Debt collection is a big ticket item for banks. With hundreds of thousands of customers in the collections process on any given day, banks must consider where and how to allocate resources, such as collections agents, most efficiently. Banks typically employ thousands of people both directly and through third party contractors who work on recovering outstanding debt. For the Retail and Small Business Credit Risk department, optimizing collections “triage” based on customer risk levels and treatability is a significant task.
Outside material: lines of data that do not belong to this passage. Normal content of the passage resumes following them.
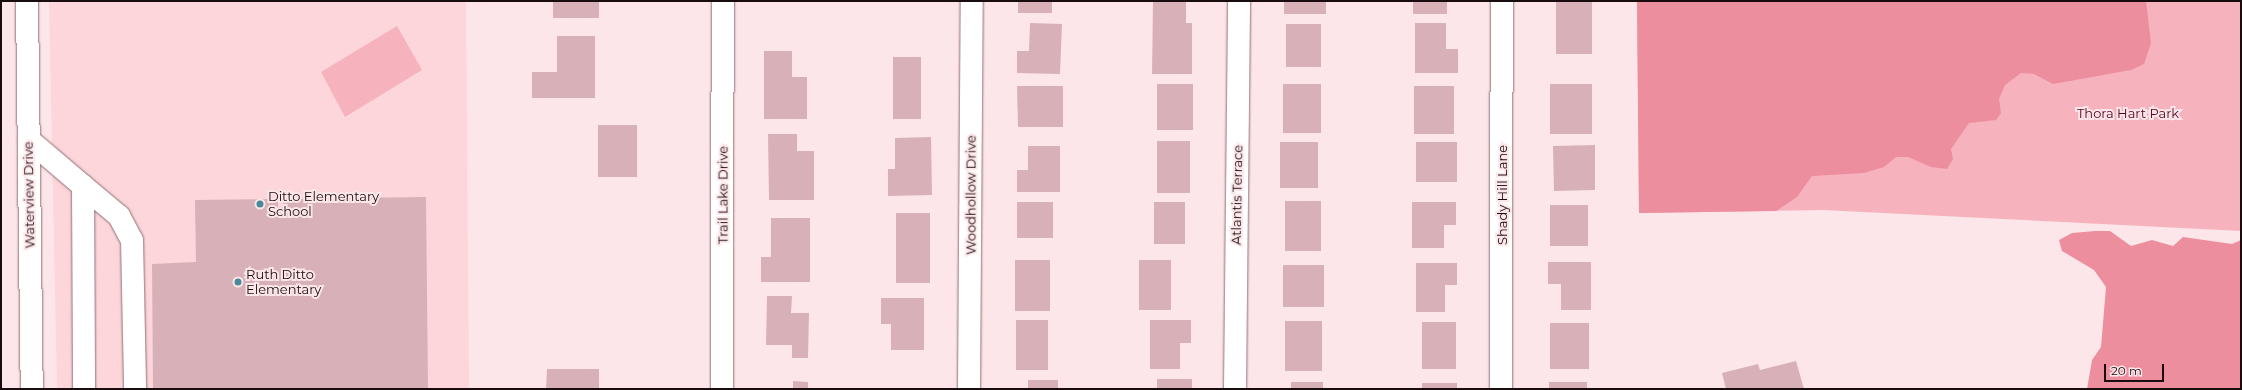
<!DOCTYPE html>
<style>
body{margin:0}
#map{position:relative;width:2242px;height:390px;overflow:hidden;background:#fde6e9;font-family:Montserrat,sans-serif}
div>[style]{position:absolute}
.built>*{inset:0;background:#fcd6db}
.green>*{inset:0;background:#f6b2bd}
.forest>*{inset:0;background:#ed8e9f}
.building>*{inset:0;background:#d7b1b7}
.roads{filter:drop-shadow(0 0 1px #927075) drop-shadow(0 0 1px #927075)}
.minor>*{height:22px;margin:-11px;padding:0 11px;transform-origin:11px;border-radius:11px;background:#fff}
.dots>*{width:11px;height:11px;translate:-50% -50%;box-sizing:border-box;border:2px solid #fde6e9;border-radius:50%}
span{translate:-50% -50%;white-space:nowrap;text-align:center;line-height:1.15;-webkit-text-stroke:4px #fde6e9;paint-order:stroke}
.park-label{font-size:13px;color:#570020}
.street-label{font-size:13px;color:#190c0e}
.poi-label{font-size:13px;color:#190c0e}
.left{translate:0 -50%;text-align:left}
.frame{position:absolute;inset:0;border:2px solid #190c0e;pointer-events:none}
.scale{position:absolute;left:2104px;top:364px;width:60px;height:18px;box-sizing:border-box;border:2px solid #190c0e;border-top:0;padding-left:5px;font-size:12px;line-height:14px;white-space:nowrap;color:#190c0e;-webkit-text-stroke:3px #fde6e9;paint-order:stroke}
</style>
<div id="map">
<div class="built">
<i style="clip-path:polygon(49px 1px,466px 1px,469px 389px,57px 389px)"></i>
</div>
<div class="green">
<i style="clip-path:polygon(1637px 1px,2241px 1px,2241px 231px,1823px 210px,1639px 213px)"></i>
<i style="clip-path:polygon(397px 26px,422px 70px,345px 117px,321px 72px)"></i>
</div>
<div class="forest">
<i style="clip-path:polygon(1637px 1px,2146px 1px,2151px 43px,2144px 64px,2131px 70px,2053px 84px,2034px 74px,2021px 73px,2005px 85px,1999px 99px,2001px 113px,1996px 120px,1969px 123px,1951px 149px,1953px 159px,1947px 169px,1931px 167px,1908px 157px,1896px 157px,1884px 167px,1864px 173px,1812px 176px,1797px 197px,1776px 211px,1639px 213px)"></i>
<i style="clip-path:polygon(2095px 231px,2110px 231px,2131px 246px,2152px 240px,2173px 246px,2183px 237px,2232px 244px,2241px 240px,2241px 389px,2087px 389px,2092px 360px,2101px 347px,2106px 287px,2094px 270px,2062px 251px,2059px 240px,2072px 233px)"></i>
</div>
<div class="building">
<i style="clip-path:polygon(553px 1px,599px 1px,599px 18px,553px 18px)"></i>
<i style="clip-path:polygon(1018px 1px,1052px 1px,1052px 13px,1018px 13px)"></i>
<i style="clip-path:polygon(1153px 1px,1186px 1px,1186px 23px,1192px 23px,1192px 74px,1152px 74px)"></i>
<i style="clip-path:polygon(1284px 1px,1326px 1px,1326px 14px,1284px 14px)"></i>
<i style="clip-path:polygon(1413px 1px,1447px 1px,1447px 14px,1413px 14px)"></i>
<i style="clip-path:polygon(1556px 1px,1592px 1px,1592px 54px,1556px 54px)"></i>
<i style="clip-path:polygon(1030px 23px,1062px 24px,1060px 74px,1017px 73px,1017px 51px,1029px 51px)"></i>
<i style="clip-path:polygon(1415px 23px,1446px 23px,1446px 49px,1458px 49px,1458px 73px,1415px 73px)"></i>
<i style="clip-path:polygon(1286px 24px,1321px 24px,1321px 67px,1286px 67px)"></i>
<i style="clip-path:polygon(557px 36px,595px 36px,595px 98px,532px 98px,532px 72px,557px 72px)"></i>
<i style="clip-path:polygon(764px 51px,792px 51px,792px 77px,807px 77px,807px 119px,764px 119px)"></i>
<i style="clip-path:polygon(893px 57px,921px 57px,921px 119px,893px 119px)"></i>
<i style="clip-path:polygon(1157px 84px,1193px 84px,1193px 130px,1157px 130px)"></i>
<i style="clip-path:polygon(1283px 84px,1321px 84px,1321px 133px,1283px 133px)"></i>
<i style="clip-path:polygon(1550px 84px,1592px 84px,1592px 134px,1550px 134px)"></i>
<i style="clip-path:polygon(1017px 86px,1063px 86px,1063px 127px,1018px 127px)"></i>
<i style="clip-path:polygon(1414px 86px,1454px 86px,1454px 134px,1414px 134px)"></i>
<i style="clip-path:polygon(598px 125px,637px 125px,637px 177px,598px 177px)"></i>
<i style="clip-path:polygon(768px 134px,797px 134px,797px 151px,814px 151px,814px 200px,769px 200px)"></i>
<i style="clip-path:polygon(931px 137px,932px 195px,888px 196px,888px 169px,895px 169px,895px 138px)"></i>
<i style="clip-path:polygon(1157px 141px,1190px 141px,1190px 193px,1157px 193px)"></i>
<i style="clip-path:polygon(1280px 142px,1318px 142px,1318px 188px,1280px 188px)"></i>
<i style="clip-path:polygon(1416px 142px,1457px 142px,1457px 182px,1416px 182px)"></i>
<i style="clip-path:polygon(1595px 145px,1595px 190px,1554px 191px,1553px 146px)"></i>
<i style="clip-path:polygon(1028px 146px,1060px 146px,1060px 192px,1017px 192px,1017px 170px,1028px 170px)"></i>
<i style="clip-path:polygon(426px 197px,428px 389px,153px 389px,152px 264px,196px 262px,195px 200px,278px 199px,278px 207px,283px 207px,283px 199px)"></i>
<i style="clip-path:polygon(1285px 201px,1321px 201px,1321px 251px,1285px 251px)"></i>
<i style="clip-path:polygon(1017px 202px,1053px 202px,1053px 238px,1017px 238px)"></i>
<i style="clip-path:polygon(1154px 202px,1185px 202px,1185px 244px,1154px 244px)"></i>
<i style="clip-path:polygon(1412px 202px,1456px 202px,1456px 225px,1444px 225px,1444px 248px,1412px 248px)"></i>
<i style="clip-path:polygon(1550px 205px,1588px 205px,1588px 246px,1550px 246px)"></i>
<i style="clip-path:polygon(896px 213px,930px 213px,930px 283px,896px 283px)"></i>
<i style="clip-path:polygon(771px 218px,810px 218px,810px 282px,761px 282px,761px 257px,771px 257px)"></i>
<i style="clip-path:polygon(1015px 260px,1050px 260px,1050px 311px,1015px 311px)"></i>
<i style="clip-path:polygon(1139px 260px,1171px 260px,1171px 310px,1139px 310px)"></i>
<i style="clip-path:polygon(1548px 262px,1591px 262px,1591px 310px,1561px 310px,1561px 284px,1548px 284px)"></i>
<i style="clip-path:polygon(1416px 263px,1457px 263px,1457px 285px,1445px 285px,1445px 312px,1416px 312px)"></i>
<i style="clip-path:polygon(1283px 265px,1324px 265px,1324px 307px,1283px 307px)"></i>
<i style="clip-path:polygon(767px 296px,792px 296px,791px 313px,809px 313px,808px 358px,792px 358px,792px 345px,766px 345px)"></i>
<i style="clip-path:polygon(881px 298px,924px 298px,924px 350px,891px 350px,891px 324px,881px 324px)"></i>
<i style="clip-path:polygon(1016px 320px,1048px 320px,1048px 370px,1016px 370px)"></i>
<i style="clip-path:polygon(1150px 320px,1191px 320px,1191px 343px,1180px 343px,1180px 369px,1150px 369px)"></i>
<i style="clip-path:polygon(1285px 321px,1322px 321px,1322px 371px,1285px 371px)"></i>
<i style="clip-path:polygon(1422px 322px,1456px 322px,1456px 369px,1422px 369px)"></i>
<i style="clip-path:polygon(1550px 323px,1589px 323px,1589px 369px,1550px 369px)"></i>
<i style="clip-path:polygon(1796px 361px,1804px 389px,1726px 389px,1722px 373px,1758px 364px,1760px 370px)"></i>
<i style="clip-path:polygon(547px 369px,599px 369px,599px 389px,546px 389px)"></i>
<i style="clip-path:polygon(1157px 379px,1192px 379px,1192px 389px,1157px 389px)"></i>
<i style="clip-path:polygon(1028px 380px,1058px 380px,1058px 389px,1028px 389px)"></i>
<i style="clip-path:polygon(793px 381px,808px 382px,808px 389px,793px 389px)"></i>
<i style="clip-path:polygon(1291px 382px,1323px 382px,1323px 389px,1291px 389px)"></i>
<i style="clip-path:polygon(1549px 382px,1587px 382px,1587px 389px,1549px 389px)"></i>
<i style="clip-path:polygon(1422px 383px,1457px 383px,1457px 389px,1422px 389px)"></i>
</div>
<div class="roads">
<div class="minor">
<i style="left:27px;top:1px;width:388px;rotate:89.3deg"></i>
<i style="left:29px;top:140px;width:71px;rotate:40.4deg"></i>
<i style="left:83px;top:186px;width:203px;rotate:89.7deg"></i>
<i style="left:83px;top:186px;width:47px;rotate:39.8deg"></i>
<i style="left:119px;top:216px;width:27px;rotate:62deg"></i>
<i style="left:132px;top:240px;width:149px;rotate:88.8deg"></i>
<i style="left:722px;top:389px;width:388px;rotate:-89.9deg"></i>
<i style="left:969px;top:389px;width:388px;rotate:-89.6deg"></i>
<i style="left:1235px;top:389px;width:388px;rotate:-89.4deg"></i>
<i style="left:1501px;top:389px;width:388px;rotate:-89.9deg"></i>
</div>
</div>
<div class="dots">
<i style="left:260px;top:204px;background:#48899b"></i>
<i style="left:238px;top:282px;background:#48899b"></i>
</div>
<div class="park-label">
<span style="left:2128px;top:113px">Thora Hart Park</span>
</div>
<div class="street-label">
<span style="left:29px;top:195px;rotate:-91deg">Waterview Drive</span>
<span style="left:723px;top:195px;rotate:-90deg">Trail Lake Drive</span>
<span style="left:971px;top:195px;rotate:-90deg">Woodhollow Drive</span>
<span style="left:1237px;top:195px;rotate:-89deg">Atlantis Terrace</span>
<span style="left:1502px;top:195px;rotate:-90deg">Shady Hill Lane</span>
</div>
<div class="poi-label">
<span class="left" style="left:268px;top:204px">Ditto Elementary<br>School</span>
<span class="left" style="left:246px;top:282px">Ruth Ditto<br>Elementary</span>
</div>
<div class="frame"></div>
<div class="scale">20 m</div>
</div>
Optimizing collections has a direct positive impact on the Bank’s Income Statement and Balance Sheet. Collections go beyond reacting against failures to pay; the Bank has an opportunity to build goodwill with customers and assuage detrimental actions to protect their credit, leading to more customer satisfaction in the long-run.
Typically agents use models to determine which customers to call first based on risk of charge-off. Traditionally, most risk models use a logistic regression model that factors in 20-30 variables. However, leveraging deep learning, new models can be built factoring in over 300 variables are leveraged to provide the most accurate ranking. Combine this with a friendly user interface like chatGPT that agents can interact with and now you have a powerful tool. This would not only improve the productivity of agents exponentially, but it would also result in millions in cost savings.
Conclusion
The evolution of AI and its various approaches, such as machine learning, deep learning, and generative AI, have revolutionized numerous industries and transformed the way businesses operate. As AI continues to advance, enterprises must embrace this technology to stay competitive, optimize their processes, and enhance customer experiences. The banking sector serves as a prime example of how AI-driven innovations like deep learning and generative AI can optimize operations and deliver significant cost savings, while also improving customer satisfaction. By harnessing the power of AI, businesses can not only streamline their operations, but also redefine the future of their industries.